This post will cover step 1-9 steps above and use an analogy for each step to help supercharge your intuition. The goal is to give you a simple path to getting started in machine learning and show curious minds how cutting-edge AI works “behind the code” with easy-to-follow spreadsheets.
This is computer vision and it is the foundation behind how Facebook identifies faces in snapshots and how self-driving cars see road signs and objects on the road. To see a CNN in action, check out Google’s quick draw play Pictionary as it predicts YOUR drawings.
Big Picture Analogy: CNNs are like Sherlock Holmes
Let’s start by pretending that inside the mind of Terminator lives a special detective called ‘Sherlock Convolution Holmes.’ His job is to carefully look at the evidence (the input image) and using his keen eye and deduction abilities (convolutions), he predicts who’s in the picture and crack the case (correctly classify the image).
Each of the 9 steps below will be part of this big picture analogy.
Inputs — A picture is worth a thousand numbers
When I look at this picture, I see a visionary. A guy who is simultaneously improving planet earth AND building a rocket to escape it in case Terminator tries to blow it up. Unlike a computer, I don’t see pixel values and I can’t tell a picture is just a stacked combination of red, green, and blue light:
A computer (i.e. Skynet) on the other hand, is blind…it just sees numbers.

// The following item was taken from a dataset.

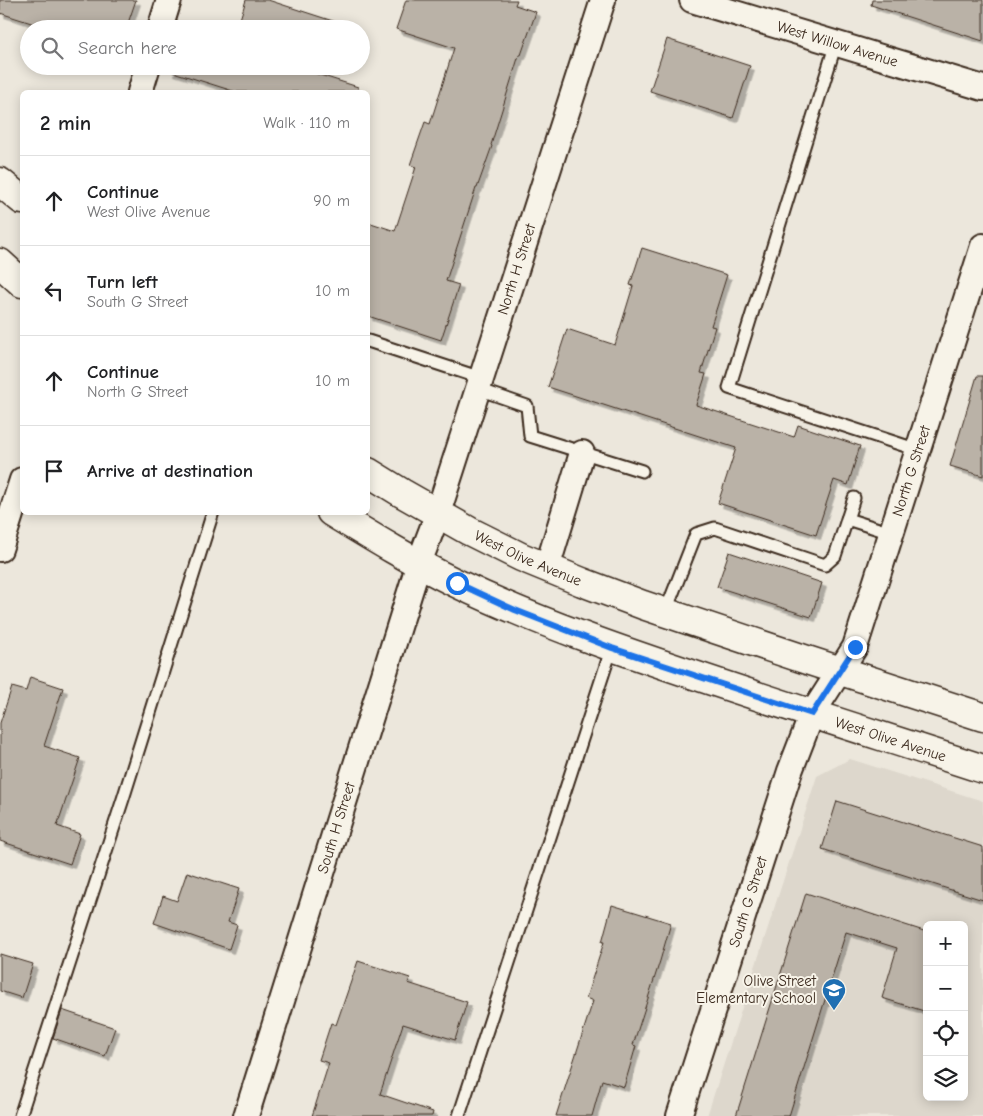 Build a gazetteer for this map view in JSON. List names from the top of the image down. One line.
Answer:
{"streets":{"main road":["West Olive Avenue"],"street":["West Willow Avenue","North H Street","North G Street","South H Street","South G Street"]},"crossings":[["North H Street","West Olive Avenue"],["North H Street","South H Street"],["North G Street","West Olive Avenue"],["North G Street","South G Street"],["West Olive Avenue","South H Street"],["West Olive Avenue","South G Street"]],"places":{"school or university":["Olive Street Elementary School"]},"page":{"search":"Search here","heading":["2 min","Walk · 110 m"],"list":[["Continue","West Olive Avenue","90 m"],["Turn left","South G Street","10 m"],["Continue","North G Street","10 m"],"Arrive at destination"],"map_buttons":["+","−"]}}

Think of a digital photograph as 3 spreadsheets (1 red, 1 green, 1 blue) stacked on top of each other and each spreadsheet is a matrix of numbers. When you take a photo, your camera measures the amount of red, green, and blue light hitting each pixel. It then ranks each pixel on a scale of 0–255 and records them on a spreadsheet:
In the 28×28 image above, each pixel is represented by 3 rows (1 red, 1 blue, and 1 green) and has a value of 0–255. The pixels have been conditionally formatted based on their value.
If we split each color into a separate matrix, we have 3 28×28 matrices and each matrix is an input that we’ll use to train our neural net:
Want to learn how to convert any picture into a conditionally-formatted Excel file in under 30 seconds and get a CNN cheat sheet?
Sign up here and you’ll learn how to take an “Ex-celfie” that your fellow spreadsheet-slinging colleagues will love…trust me, they’ll get a good laugh at seeing your mug (or theirs) in a spreadsheet ?
Training overview — Like computer, like child
When you were born, did you know what a dog was? No, of course not. But over time, your parents showed you pictures of dogs in books, in cartoons, in real life and eventually…you could point at those 4-legged furry animals and say “dog.” The connections between the billions of neurons in your brain became strong enough that you could recognize dogs.
The Terminator learned to see Elon in the same manner. Through a process called supervised training, it was shown thousands of pictures of Elon Musk, Jeff Bezos, and Jon Snow. At first, it had a 1 in 3 chance of guessing who it was…but like a child…it improved over time as it saw more images during training. The connections or “weights/biases” of the network were updated over time such that it could predict image outputs based on pixel inputs. This is the process of learning discussed in part 1.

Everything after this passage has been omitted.